Kubangan
Orang orang
menyebutku kubangan. Cekungan jalan aspal yang menciptakan ceruk sehingga saat hujan datang, mampu menampung beberapa kubik air di dalam
tubuhku. Menggenang. Aku tercipta belasan tahun yang lalu saat pemerintah melakukan
perbaikan jalan nasional di kota ini. Dana yang sangat tipis karena dikorupsi
oleh tikus-tikus berdasi, menyebabkan para pekerja juga mengerjakan proses pembuatan jalan
dengan prinsip : yang penting selesai. Kata mereka aku hanya kubangan air di sisi
jalan aspal yang akan habis menguap saat sang surya bersinar. Mereka bilang aku
ini benda mati yang hanya bisa diam bergeming menatap laju roda-roda yang
berseliweran tiada henti dan tidak murka meski tubuku dilindas berkali kali
hingga isi tubuku muncrat keluar mengenai apa yang ada di dekatku. Meskipun
anak-anak kecil suka bermain menciprat-cipratkan air di tubuhku kepada
kawannya, tapi petugas Puskesmas malah gencar memusnahkan aku. Sumber nyamuk
katanya.
Mereka salah. Aku
ini makluk dengan penciuman paling baik. Aku bisa tahu bagaimana aroma semangat
seorang seorang kepala keluarga demi suap nasi untuk anak istri dari roda
kendaraan yang dikendarai Mas Joko, sopir truk pembawa kelapa sawit yang lewat
di depanku setiap Senin dan Jum’at pukul 3 pagi.
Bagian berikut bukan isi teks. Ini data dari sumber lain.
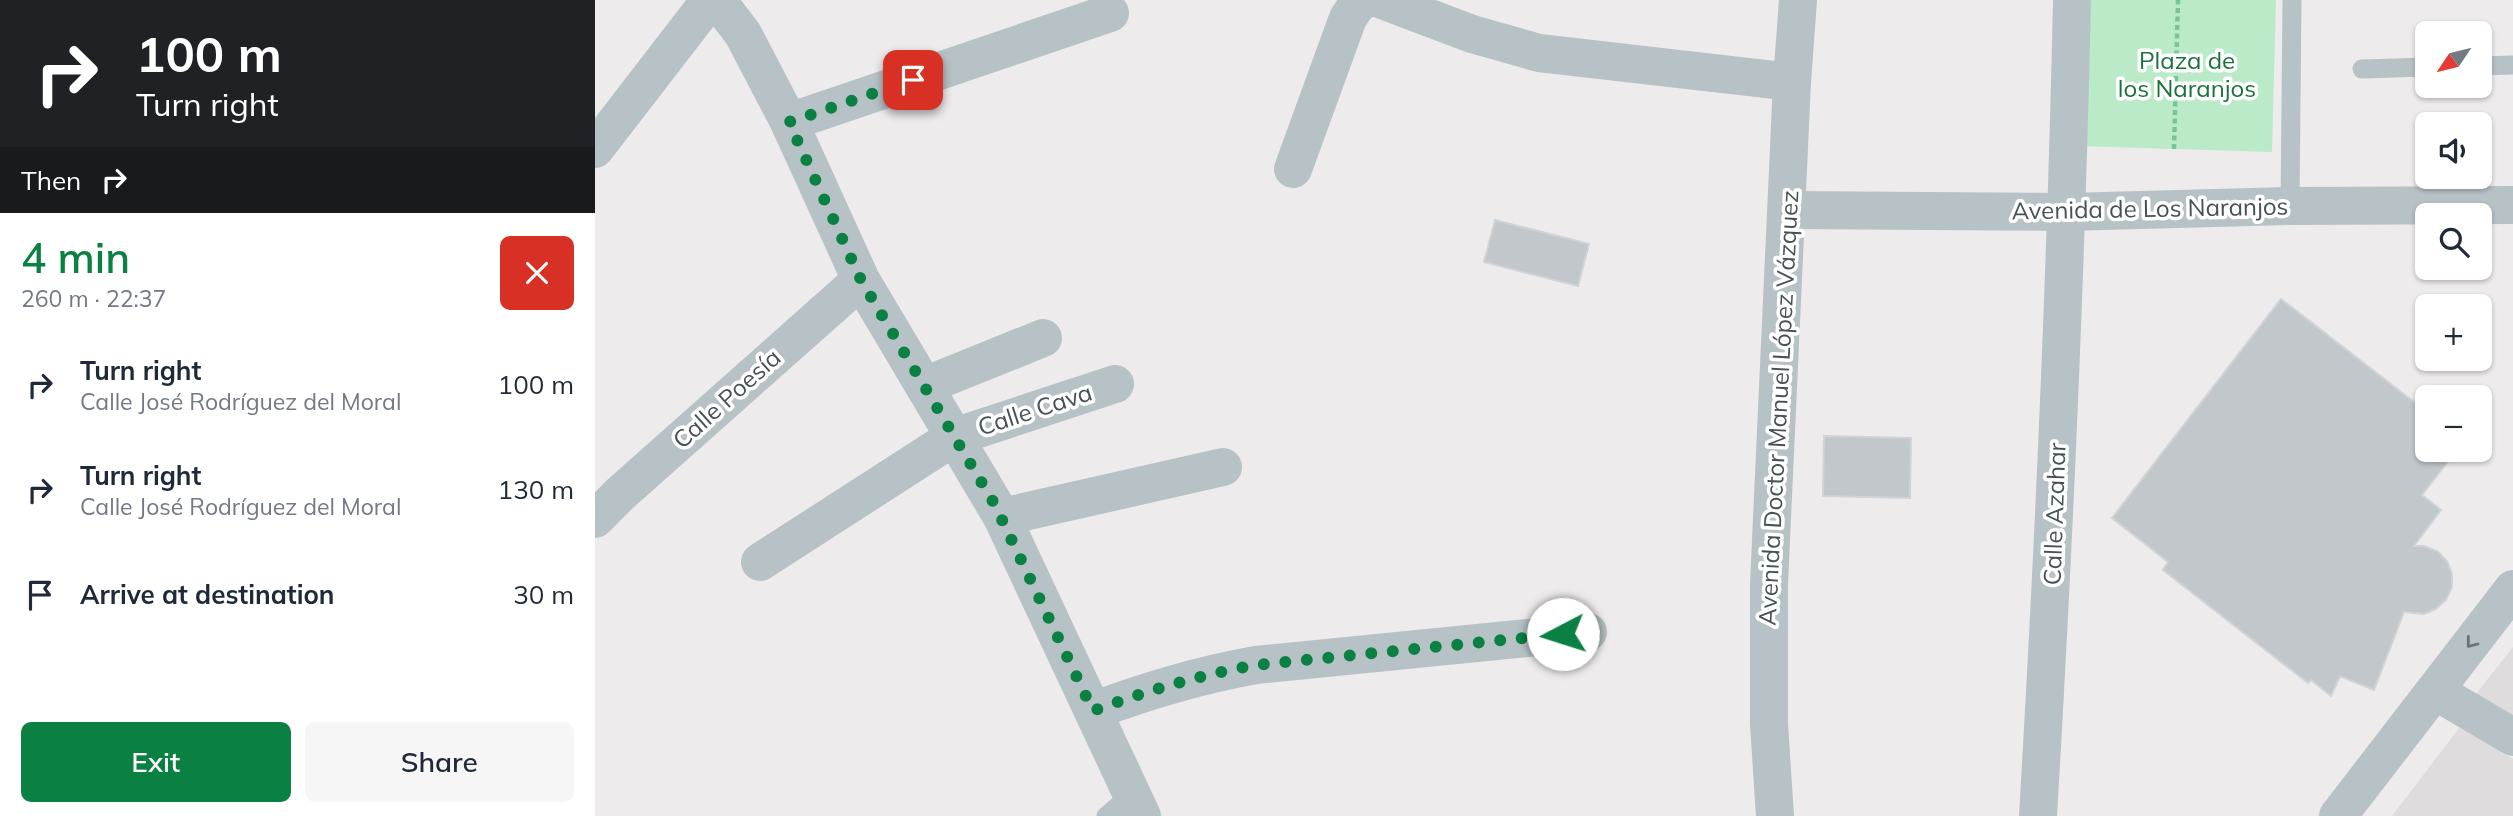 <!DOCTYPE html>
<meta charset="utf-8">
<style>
:root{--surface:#fff;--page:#f6f6f7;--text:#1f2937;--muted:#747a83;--accent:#0b8043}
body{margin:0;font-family:Mulish,sans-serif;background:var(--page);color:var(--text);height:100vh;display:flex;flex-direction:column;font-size:26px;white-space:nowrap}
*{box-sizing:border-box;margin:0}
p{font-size:23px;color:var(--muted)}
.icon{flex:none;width:38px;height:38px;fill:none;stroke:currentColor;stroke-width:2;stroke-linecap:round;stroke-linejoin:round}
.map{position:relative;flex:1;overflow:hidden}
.side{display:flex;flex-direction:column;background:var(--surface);width:595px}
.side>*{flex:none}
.guide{background:#202124;color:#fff;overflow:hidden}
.needle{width:46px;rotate:235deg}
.controls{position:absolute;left:1820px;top:21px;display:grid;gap:14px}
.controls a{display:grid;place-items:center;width:77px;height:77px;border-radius:10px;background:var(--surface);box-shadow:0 2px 5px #0004;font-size:35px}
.pin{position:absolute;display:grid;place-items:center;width:60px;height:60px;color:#fff;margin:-30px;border-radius:14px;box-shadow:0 4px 10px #0006}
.me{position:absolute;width:77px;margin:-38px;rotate:265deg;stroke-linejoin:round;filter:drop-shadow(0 0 5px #0008)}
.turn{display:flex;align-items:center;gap:24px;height:147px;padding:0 21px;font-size:32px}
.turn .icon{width:91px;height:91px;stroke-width:2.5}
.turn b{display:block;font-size:49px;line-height:60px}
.then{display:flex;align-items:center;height:66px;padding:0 21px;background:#0003;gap:14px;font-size:26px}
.round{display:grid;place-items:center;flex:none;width:74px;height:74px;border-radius:10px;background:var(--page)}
.head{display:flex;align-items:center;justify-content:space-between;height:119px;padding:0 21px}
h1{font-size:42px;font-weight:600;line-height:52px;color:var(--accent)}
.primary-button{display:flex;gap:14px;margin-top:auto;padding:14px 21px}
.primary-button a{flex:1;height:80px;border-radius:10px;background:var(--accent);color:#fff;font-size:28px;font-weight:600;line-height:80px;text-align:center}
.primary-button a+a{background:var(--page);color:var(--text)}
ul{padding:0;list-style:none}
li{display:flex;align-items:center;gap:21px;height:105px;padding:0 21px}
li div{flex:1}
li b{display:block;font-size:26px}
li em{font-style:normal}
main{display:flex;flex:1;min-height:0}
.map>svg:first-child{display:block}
.education{fill:#dfdcdd}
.green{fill:#bbeac8}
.building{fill:#c2c7cb;stroke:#d0d3d7;stroke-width:2}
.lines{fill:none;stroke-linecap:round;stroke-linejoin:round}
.path{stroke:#76c695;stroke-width:4.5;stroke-dasharray:5 3.5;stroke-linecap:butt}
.service{stroke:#b7c2c7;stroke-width:19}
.minor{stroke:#b7c2c7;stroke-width:38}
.tertiary{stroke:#b7c2c7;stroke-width:38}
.oneway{stroke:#677379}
.route{stroke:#0b8043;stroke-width:12;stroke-dasharray:0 21.6}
.labels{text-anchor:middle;stroke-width:7;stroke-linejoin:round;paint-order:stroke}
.park-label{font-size:24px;fill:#1c723d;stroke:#fff}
.street-label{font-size:24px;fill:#455157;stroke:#fff}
</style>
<main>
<section class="side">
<div class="guide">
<div class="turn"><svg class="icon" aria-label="right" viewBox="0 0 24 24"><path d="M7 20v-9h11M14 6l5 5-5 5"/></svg><div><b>100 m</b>Turn right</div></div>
<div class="then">Then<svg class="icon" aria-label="right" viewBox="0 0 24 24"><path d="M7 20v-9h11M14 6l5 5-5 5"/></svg></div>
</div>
<div class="head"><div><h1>4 min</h1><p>260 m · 22:37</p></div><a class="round" style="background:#d93025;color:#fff"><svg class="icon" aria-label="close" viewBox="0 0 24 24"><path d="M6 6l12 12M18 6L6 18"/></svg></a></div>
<ul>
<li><svg class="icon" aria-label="right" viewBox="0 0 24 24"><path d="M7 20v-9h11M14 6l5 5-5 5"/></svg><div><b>Turn right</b><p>Calle José Rodríguez del Moral</p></div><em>100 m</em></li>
<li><svg class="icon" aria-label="right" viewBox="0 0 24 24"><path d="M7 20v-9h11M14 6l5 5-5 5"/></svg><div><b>Turn right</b><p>Calle José Rodríguez del Moral</p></div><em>130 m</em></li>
<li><svg class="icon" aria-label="arrive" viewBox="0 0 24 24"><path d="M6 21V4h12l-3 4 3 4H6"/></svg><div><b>Arrive at destination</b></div><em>30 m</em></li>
</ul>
<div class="primary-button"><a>Exit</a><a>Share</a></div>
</section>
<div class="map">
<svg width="1918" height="816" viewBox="0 0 1918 816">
<rect width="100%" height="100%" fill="#eeebec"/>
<g class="education">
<path d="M1918,647V718L1880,695Z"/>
<path d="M1865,727L1918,759V816H1797Z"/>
</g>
<path class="green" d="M1486,0H1681L1677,152L1482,146Z"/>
<g class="building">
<path d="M900,220L994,244L983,286L889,262Z"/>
<path d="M1686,299L1832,412V450H1862L1827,495L1846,510L1819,546H1829L1842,551L1852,561L1857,574V587L1851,600L1841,609L1829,614L1809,612L1779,690L1745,676L1736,696L1716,680L1713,683L1568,570L1573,562L1517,518Z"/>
<path d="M1229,436L1316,438L1315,498L1228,496Z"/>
</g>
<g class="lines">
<path class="path" d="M1579,149L1583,0"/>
<g class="service">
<path d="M1885,66L1918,65"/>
<path d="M1767,69L1832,67"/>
<path d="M1695,206L1697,0"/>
<path d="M511,816L536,795"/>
</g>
<g class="minor">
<path d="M787,0L877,34L944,53L1197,82"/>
<path d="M194,122L515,13"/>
<path d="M0,149L115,0"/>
<path d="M698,169L753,18L764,2L770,0"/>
<path d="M1193,210L1472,212L1695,206L1918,205"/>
<path d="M329,386L448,338"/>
<path d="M407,517L628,467"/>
<path d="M0,519L25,494L266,280"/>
<path d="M165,562L359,437L520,384"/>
<path d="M1840,691L1918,737"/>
<path d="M498,711C551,691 605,675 661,665L993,632"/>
<path d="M1180,816L1174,724V584L1197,82L1203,0"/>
<path d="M1443,816C1459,544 1471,272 1477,0"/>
</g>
<g class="tertiary">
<path d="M122,0L148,34L194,122L266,280L407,517L547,816"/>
<path d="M1743,816L1918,589"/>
</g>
</g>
<defs><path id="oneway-chevron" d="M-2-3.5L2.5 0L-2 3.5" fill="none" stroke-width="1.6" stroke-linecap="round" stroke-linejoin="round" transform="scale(1.75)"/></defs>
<use class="oneway" href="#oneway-chevron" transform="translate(1876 643) rotate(128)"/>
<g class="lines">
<path class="route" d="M318,80L194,122L266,280L400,505L498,711C551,691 605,675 661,665L968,634"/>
</g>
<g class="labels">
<g class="park-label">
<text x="1592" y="69">Plaza de<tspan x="1592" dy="28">los Naranjos</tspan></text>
</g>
<g class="street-label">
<text transform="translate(1555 209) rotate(-1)" y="8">Avenida de Los Naranjos</text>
<text transform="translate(132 399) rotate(-42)" y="8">Calle Poesía</text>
<text transform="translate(1184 408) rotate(-87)" y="8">Avenida Doctor Manuel López Vázquez</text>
<text transform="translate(440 410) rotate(-18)" y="8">Calle Cava</text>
<text transform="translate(1460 514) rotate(-88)" y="8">Calle Azahar</text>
</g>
</g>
</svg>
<div class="controls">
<a><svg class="needle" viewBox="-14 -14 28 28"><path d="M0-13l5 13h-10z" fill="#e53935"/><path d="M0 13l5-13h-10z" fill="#747a83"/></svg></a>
<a><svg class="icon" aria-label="sound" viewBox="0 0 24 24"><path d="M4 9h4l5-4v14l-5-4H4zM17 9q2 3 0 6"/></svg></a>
<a><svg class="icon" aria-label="search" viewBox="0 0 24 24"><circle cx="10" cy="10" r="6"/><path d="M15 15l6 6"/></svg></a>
<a>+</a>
<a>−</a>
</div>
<div class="pin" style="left:318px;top:80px;background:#d93025"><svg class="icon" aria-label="arrive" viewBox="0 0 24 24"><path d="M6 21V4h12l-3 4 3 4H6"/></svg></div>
<svg class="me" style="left:968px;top:634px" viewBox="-20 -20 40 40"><circle r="19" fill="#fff"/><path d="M0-13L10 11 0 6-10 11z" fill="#0b8043"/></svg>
</div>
</main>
Ada juga anyir darah dari roda
kendaraan milik penjual organ tubuh manusia. Lewat satu bulan sekali lalu
berhenti radius 3 meter dariku. Bertransaksi. Aroma gairah cinta dari roda
motor milik Pardi dan Sri, sepasang kekasih yang baru menikah 3 bulan lalu,
yang kerjanya plesir berdua saban sore. Lagi hangat-hangatnya. Juga aroma Vespa
Badrun, anak Pak Lurah yang sudah 6 bulan kabur dari rumah lalu memilih
peruntungannya sendiri. Jadi makelar perabot rumah tangga. Aku tahu semuanya. Bahkan
bau kematian dari kendaraan yang sesaat kemudian menabrak kendaraan lain atau
hilang kendali lalu menabrak trotoar pun aku mengerti baunya. Saat ada kendaraan yang
lewat dengan kecepatan penuh memuntakan seluruh isi tubuku keluar, aku tidak
mati. Tidak pernah mati. Kubangan air di tepi aspal tidak pernah mati meski
kehilangan isi tubuh. Karena esok atau nanti sore hujan pasti datang lagi
Tapi ada satu
aroma yang aku tidak pernah lupa. Aroma manis dari pengendara Honda CB100 yang
sudah mulai berkarat. Aku sudah sangat terbiasa dengan berbagai aroma yang
dikeluarkan ribuan roda-roda yang melewati tubuhku. Tapi yang satu ini berbeda.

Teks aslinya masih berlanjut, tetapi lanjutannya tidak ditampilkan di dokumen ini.